Some people choose to find their ambiguity in the ethics of the business. This is something to be wary of when you are looking for an apprenticeship or a job. You want to stay away from the scam companies that care more about money than the craft. Some PSAs will warn against 800 numbers, unmarked cars, and uniforms, but those things do not show the moral fiber of the locksmiths. A company can have a local number, uniforms, and nice vans and no moral core. When you are looking for employment or education, you need to be able to judge the corporate culture. If there are abuses by technicians, how does the company respond? Look for businesses that hold themselves responsible and care about the quality of their service. These are the people that will give you the tools to succeed in the industry.
If you are looking to start your own locksmith business, use ethical practices. Make sure that the customer and employees are taken care of. Be transparent, and fashion decisions that don’t make you ashamed. It will always be easier to do the wrong thing. You are going to see people behaving in a criminal fashion and getting away with it. The bad guys are going to win some of the time. But this goes beyond the success of monetary gain. The ethics you use in your business will act as your own security. A code of ethics protects from slander and comments that could harm your business. It is a way to always know that claims of negligence or poor work are erroneous. Assuring that you can deliver a consistent and high caliber standard of service will also allow your business to grow.
If you are willing to invest your money, when needed. Your time, for the rest of your career. And accept the job as constantly changing and evolving. Locksmithing can be an amazing and deeply rewarding profession. It is straightforward work with achievable and clear goals. It is not some sort of perfect job that gets you rich with no effort. Locksmithing is a trade and a skill. It favors a person that has patience and a moral business sense. It can be done poorly with the absence of any or all of the things I have described. People evade the watchful eye of regulation regardless of the scope of its gaze. I can’t keep the bad people from abusing the industry.

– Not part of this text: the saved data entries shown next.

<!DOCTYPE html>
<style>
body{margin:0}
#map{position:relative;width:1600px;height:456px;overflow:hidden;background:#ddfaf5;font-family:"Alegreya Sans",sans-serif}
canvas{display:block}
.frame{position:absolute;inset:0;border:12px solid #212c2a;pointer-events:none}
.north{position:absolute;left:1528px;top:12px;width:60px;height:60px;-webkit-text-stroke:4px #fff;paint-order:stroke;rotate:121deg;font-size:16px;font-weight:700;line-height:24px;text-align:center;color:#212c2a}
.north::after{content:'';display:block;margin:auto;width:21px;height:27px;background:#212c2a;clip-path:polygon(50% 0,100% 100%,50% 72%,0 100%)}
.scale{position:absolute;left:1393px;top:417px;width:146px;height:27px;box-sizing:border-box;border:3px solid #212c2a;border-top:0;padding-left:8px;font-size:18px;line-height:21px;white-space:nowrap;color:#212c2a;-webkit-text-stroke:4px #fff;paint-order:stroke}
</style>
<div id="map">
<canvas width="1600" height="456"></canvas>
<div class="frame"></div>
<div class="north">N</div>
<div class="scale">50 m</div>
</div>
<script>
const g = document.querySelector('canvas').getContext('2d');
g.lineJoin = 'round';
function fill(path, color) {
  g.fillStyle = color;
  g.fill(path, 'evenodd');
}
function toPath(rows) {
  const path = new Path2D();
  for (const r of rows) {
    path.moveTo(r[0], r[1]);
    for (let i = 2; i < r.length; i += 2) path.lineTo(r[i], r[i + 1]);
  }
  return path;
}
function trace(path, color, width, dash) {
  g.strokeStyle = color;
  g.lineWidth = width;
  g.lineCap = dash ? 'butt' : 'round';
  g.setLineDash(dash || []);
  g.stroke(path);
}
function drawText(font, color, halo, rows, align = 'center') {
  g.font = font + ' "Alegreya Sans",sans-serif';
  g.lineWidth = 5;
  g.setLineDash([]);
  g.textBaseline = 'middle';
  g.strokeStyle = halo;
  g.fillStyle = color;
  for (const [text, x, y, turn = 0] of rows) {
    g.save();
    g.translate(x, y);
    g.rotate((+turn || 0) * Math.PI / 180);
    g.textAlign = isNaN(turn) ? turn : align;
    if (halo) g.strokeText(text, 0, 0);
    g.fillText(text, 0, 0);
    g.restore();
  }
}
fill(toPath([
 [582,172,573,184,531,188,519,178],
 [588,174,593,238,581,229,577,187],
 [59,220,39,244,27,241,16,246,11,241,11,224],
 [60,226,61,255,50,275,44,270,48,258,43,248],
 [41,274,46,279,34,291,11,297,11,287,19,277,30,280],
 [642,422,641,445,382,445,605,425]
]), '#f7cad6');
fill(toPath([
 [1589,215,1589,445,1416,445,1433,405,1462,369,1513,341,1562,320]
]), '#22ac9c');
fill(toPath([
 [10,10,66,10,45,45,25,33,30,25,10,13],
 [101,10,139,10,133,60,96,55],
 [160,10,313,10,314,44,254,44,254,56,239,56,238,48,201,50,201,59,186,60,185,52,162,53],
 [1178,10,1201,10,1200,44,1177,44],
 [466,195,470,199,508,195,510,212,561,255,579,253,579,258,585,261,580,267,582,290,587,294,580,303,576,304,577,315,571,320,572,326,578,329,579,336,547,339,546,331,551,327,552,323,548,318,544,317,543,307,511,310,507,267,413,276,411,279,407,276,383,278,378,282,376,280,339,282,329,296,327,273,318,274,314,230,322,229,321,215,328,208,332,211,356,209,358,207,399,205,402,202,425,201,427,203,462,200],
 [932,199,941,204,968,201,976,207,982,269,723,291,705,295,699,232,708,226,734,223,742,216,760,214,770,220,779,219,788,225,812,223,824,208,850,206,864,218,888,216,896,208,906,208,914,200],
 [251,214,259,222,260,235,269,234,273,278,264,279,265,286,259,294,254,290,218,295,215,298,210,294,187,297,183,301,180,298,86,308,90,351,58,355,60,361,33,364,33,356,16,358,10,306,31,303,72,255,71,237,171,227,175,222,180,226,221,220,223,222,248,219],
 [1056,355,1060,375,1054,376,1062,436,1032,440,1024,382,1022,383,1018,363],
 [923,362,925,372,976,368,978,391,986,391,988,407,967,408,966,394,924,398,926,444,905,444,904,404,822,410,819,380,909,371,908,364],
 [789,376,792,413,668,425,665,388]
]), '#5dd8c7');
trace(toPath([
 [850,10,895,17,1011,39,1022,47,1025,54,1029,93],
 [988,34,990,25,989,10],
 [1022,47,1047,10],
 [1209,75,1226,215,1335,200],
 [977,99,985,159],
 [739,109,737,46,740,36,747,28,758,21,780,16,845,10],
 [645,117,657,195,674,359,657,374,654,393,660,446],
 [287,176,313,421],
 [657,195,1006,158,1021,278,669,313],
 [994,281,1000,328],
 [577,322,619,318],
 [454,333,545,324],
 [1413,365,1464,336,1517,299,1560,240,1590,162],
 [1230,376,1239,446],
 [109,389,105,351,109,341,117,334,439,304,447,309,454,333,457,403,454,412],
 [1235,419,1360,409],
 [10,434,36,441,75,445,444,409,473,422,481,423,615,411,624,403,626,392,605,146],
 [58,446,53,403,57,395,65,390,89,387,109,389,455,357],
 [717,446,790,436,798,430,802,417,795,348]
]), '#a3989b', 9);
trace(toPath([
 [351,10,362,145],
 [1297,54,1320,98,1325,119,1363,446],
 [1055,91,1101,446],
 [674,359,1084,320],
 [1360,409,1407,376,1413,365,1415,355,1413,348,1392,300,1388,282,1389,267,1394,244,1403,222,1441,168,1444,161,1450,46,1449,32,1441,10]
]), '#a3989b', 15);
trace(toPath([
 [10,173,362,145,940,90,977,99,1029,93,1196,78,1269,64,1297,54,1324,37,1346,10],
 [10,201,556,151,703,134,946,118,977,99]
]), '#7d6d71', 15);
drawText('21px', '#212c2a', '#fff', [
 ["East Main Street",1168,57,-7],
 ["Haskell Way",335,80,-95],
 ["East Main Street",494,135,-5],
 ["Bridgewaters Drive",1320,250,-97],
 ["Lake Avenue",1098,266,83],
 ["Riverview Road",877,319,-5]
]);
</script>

My only hope is that if you are reading these words, you are looking for honest work. This work can be as honest as you make it. The job comes with the responsibility of seeing the opportunity for crime and never resorting to it. To meet people that you cannot help. People that are content with having their security deeply flawed. If the very idea that you could betray someone’s trust just because you could get away with it disgusts you, then you have an important part of the mindset. The second part is the love of locks. If you just have no interest in locks then you are in for an unhappy existence. To be a just a little bit cheesy, “If you can’t do what you love, love what you do.” (Unknown Author) I hope you do choose to be a locksmith, and that you enjoy every minute of it. Take care. And be safe.